The rollout of the second week of distance learning by Fairfax County Public Schools continues to be wrought by challenges.
Earlier this morning, FCPS noted that many people are still having problems logging on the Blackboard Learn, the online system used for distance learning. School officials say that updates made by Blackboard over the weekend have not corrected delays with the system.
“We are aware that some students were able to access the 24-7 system early, however as the volume increased, we received word that access was intermittent or slow, in some cases requiring multiple log-on attempts. Once inside the system, Blackboard Collaborate worked well and that resource is continuing to be used by some teachers,” FCPS wrote in a statement.
The Fairfax County School Board is expected to receive an update on the rollout of distance learning on Thursday (April 23). The virtual meeting begins at 10 a.m.
Last week, FCPS canceled distance learning because of major failures with the system. Students and teachers were unable to log on and teachers felt they were unprepared to log in.
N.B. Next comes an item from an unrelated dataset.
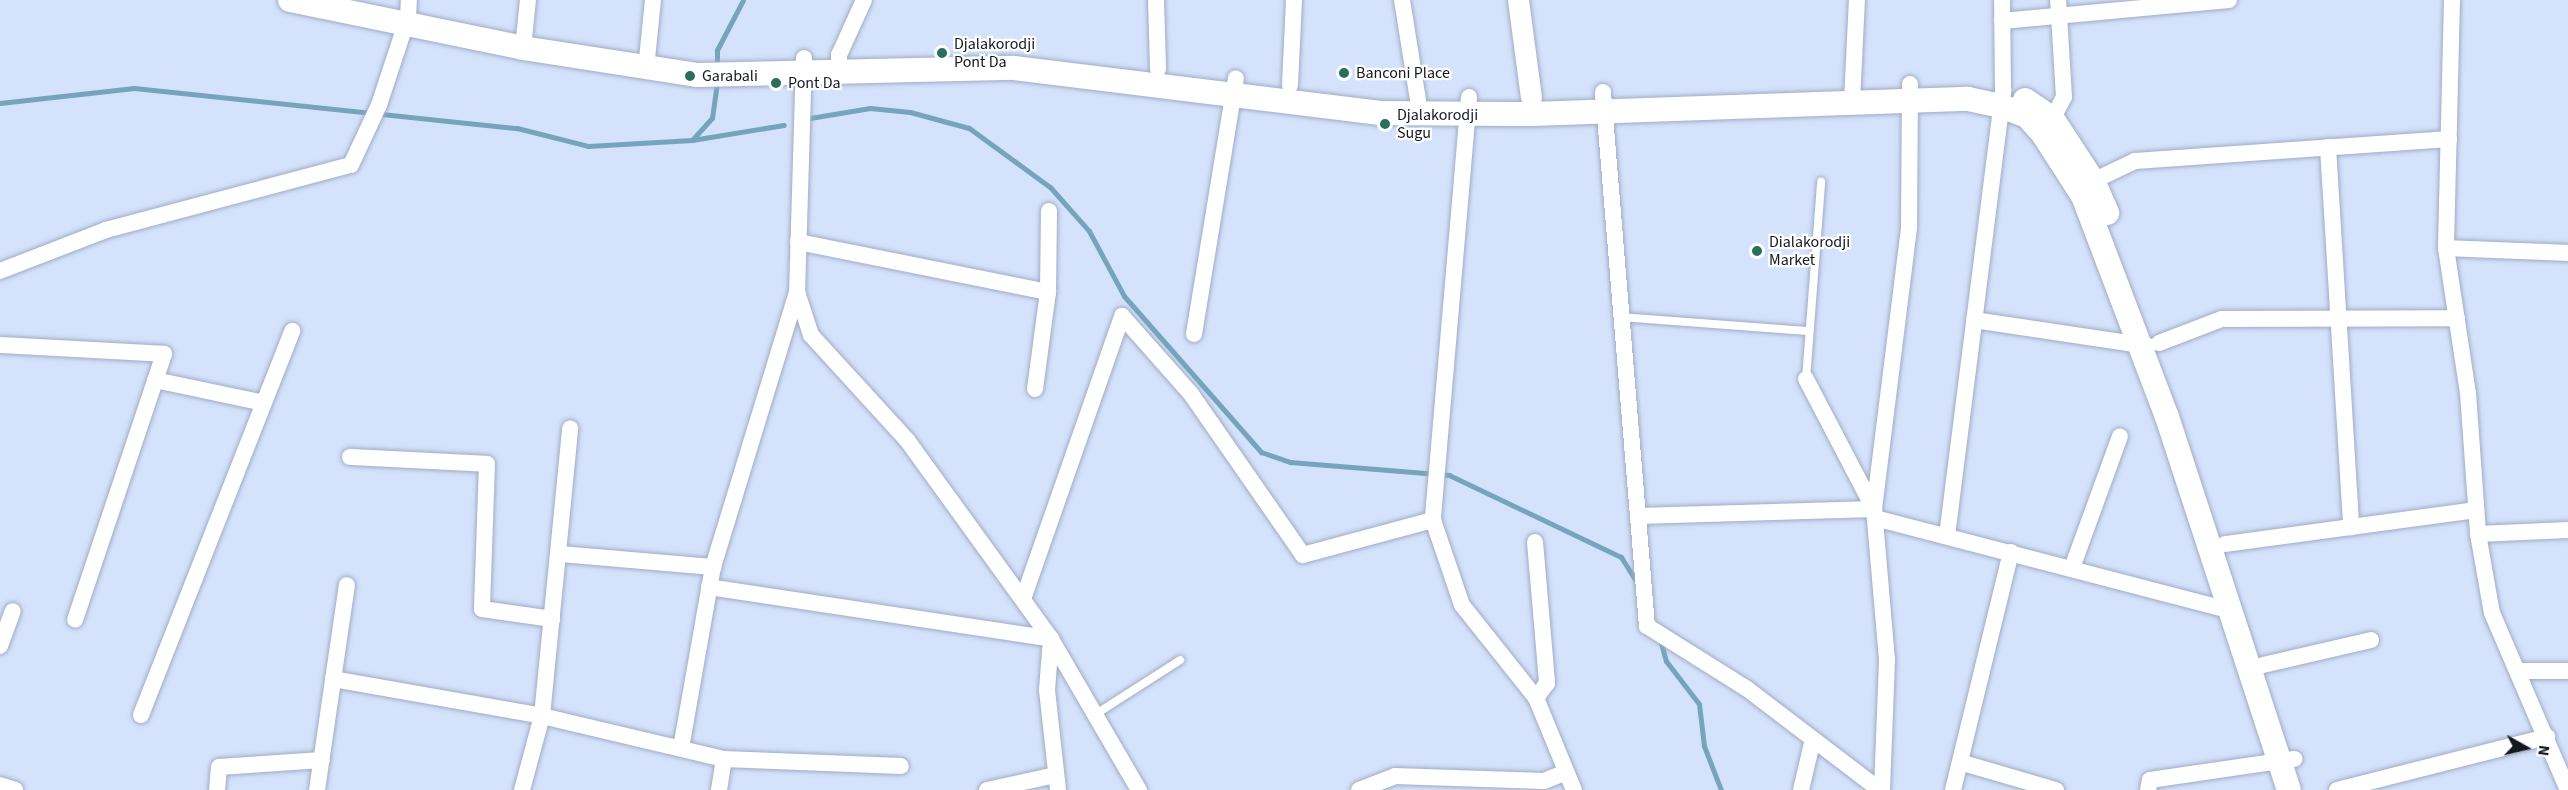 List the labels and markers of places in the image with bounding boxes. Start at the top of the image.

The school system’s top leadership officials conceded that the rollout of the plan was a failure and apologized for missteps. They also noted that the school system did not implement seven recommended upgrades to the software over the last two years.
A recent Washington Post story shed light on major security problems that occurred last week. Students appeared on-screen naked and flashed weapons while other chats were hijacked by racist, homophobic and inappropriate language, according to the story.
The story also flagged delays in the rollout of distance learning, which took roughly four weeks, including spring break:
In staff meetings held in late March, teachers suggested using programs such as Zoom to facilitate face time with students, according to educators, many of whom spoke on the condition of anonymity to avoid retribution. But those ideas were shot down by higher-ups, who cited concerns about security.
That anxiety was well-founded: Schools across the country have fallen prey to “Zoom bombing,” a phenomenon in which anonymous users disrupt online classes with hateful rhetoric or sexually explicit images. Nonetheless, Zoom and popular platforms like it had helped school districts, businesses and even families get connected quickly during a time of upheaval.
Fairfax settled on a solution many were less excited about: online learning tools offered by Blackboard. Caldwell said the division has a contract with Blackboard for $2.6 million in 2020, which includes an extra $150,000 per month that the division agreed to pay the firm during the shutdown.
In interviews, teachers described Blackboard as a lumbering program that they found more difficult than other technologies and more likely to malfunction. The school district was planning to switch to another online platform, Schoology, in 2021, Caldwell said.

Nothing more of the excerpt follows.